If a line in the records below contains the word "geometry", return that line.

++++ Study material

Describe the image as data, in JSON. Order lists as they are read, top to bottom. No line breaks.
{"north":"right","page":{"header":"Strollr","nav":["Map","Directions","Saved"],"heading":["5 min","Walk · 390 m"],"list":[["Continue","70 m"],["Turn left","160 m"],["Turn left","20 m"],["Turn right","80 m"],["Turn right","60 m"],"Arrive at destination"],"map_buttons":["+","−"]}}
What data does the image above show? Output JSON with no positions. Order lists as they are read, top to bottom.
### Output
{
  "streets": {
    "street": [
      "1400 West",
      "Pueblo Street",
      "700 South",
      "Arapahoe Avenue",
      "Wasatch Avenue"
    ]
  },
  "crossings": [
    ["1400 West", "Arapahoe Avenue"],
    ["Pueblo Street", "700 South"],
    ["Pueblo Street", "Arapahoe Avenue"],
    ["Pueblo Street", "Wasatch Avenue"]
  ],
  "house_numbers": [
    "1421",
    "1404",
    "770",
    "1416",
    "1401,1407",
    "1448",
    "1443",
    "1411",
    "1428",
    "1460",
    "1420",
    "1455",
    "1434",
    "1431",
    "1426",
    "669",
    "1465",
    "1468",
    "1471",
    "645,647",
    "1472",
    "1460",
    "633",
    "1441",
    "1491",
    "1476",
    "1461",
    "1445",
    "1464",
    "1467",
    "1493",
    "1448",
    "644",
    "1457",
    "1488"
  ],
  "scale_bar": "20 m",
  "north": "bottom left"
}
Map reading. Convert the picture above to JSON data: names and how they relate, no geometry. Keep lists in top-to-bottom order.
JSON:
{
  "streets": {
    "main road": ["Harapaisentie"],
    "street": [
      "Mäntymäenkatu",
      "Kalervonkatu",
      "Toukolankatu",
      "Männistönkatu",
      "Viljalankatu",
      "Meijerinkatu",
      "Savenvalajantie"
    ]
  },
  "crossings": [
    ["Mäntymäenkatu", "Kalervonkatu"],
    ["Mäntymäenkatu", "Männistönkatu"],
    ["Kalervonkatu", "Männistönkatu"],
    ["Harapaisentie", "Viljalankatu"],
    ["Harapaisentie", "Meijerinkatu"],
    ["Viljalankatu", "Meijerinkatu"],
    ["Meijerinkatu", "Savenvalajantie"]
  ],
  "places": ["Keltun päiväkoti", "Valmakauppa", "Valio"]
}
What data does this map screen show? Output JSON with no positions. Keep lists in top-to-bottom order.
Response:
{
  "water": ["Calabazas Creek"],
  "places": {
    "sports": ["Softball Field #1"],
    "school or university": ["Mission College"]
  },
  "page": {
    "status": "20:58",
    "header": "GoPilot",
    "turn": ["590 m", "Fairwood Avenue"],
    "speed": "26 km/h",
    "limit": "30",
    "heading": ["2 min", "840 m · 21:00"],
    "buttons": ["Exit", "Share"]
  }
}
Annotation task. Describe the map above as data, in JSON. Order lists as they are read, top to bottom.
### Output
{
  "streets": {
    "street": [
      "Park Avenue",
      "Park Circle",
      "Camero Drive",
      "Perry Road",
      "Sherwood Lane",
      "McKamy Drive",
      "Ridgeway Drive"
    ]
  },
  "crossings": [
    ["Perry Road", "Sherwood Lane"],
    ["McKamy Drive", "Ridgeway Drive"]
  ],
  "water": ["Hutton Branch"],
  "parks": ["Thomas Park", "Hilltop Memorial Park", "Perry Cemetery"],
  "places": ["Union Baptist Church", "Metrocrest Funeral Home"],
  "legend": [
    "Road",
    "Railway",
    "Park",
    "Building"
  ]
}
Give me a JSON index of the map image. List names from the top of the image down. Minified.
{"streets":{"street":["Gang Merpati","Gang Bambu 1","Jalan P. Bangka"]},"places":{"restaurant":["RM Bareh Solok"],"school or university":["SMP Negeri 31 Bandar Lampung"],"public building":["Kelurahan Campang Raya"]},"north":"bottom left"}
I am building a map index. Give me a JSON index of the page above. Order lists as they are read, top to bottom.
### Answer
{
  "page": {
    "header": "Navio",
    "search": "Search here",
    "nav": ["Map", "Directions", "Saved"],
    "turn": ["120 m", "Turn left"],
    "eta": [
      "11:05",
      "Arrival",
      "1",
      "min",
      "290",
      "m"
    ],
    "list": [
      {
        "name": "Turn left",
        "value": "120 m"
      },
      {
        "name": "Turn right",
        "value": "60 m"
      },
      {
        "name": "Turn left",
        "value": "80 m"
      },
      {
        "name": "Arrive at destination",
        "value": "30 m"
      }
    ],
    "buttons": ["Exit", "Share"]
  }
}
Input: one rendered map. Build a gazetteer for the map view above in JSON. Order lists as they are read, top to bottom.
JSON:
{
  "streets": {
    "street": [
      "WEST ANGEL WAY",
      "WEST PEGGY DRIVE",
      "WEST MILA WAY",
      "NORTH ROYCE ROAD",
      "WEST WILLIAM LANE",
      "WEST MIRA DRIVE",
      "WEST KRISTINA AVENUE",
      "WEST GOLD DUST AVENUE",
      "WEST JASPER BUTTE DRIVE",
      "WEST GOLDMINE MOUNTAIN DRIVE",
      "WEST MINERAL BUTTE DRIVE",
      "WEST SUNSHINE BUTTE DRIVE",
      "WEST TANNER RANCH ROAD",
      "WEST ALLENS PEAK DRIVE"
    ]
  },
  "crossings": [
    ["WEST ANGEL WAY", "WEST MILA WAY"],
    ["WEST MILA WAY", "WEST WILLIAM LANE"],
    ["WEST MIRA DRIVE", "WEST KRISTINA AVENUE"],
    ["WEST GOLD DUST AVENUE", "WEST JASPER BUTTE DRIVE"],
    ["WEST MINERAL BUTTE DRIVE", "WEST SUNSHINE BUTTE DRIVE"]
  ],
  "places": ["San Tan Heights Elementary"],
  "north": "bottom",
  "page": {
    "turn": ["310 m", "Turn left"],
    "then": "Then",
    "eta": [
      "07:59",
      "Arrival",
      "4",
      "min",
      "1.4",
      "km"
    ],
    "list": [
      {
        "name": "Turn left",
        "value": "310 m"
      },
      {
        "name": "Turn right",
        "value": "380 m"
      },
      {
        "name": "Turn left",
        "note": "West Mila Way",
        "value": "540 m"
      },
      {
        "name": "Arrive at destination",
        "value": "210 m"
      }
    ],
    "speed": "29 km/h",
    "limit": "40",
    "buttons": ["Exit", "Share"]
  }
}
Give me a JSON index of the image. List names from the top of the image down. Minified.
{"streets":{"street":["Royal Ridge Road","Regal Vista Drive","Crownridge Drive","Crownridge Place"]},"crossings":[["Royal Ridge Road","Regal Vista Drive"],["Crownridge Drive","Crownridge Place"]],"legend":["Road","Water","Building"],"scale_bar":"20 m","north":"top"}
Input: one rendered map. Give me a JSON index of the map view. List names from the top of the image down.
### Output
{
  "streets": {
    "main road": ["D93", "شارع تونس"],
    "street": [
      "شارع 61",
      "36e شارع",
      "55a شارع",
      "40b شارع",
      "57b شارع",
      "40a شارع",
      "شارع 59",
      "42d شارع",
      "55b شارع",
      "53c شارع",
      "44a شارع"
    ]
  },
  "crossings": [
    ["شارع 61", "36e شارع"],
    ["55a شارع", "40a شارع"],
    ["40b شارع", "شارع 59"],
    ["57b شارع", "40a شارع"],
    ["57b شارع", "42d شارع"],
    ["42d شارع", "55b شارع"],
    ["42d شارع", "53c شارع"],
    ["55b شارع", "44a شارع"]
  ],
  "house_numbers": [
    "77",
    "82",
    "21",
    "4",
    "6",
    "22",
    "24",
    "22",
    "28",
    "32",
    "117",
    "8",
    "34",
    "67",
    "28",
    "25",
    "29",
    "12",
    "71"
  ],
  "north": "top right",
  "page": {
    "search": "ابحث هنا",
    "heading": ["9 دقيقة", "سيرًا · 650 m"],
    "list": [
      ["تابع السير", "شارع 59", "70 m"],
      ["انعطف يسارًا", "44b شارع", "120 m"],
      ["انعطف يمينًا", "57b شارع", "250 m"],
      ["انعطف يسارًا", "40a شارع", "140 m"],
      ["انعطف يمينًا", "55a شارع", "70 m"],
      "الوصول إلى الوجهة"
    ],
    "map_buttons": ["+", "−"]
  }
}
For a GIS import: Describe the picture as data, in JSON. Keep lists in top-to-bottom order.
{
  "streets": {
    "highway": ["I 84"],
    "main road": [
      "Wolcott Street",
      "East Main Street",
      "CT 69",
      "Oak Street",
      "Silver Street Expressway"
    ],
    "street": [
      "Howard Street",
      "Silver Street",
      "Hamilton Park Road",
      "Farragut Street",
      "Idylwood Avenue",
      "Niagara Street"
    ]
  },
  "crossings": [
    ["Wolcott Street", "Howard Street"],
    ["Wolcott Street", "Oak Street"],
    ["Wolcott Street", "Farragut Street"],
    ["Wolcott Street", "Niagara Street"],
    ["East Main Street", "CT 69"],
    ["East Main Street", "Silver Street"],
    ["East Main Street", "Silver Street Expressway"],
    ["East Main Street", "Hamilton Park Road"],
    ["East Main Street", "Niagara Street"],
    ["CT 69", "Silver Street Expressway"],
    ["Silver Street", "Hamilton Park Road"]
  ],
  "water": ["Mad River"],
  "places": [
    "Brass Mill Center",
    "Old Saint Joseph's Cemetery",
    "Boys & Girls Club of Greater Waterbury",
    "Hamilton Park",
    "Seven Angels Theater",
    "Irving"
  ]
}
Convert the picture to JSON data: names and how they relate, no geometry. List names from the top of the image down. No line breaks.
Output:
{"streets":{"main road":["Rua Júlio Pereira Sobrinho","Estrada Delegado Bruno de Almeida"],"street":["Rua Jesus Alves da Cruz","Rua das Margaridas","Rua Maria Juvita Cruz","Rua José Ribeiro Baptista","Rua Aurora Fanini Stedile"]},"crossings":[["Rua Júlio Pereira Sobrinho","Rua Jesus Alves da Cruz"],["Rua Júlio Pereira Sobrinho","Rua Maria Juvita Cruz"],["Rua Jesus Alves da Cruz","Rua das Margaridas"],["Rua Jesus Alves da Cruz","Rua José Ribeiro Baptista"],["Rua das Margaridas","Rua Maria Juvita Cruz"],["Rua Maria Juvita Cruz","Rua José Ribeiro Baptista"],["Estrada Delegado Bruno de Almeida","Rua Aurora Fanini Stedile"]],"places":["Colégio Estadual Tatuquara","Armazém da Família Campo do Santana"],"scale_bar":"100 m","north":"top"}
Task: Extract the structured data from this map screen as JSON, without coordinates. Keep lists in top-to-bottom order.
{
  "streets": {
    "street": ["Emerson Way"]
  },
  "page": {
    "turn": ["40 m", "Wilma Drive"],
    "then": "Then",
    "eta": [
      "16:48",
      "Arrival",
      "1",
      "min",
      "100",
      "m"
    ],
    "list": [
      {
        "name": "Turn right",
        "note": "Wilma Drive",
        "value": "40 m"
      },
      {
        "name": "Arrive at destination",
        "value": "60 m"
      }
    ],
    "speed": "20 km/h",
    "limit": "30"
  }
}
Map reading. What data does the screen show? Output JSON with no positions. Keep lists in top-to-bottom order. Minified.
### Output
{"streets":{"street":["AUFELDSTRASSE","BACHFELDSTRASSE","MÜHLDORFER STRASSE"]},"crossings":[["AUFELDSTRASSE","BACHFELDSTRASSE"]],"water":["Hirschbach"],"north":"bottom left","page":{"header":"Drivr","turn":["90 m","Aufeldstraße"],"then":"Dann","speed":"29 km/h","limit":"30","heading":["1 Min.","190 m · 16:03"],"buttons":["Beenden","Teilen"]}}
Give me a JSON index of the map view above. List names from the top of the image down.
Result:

++++++++

** Solution **
Map reading. Convert the picture above to JSON data: names and how they relate, no geometry. Keep lists in top-to-bottom order.
Convert the picture to JSON data: names and how they relate, no geometry. List names from the top of the image down. No line breaks.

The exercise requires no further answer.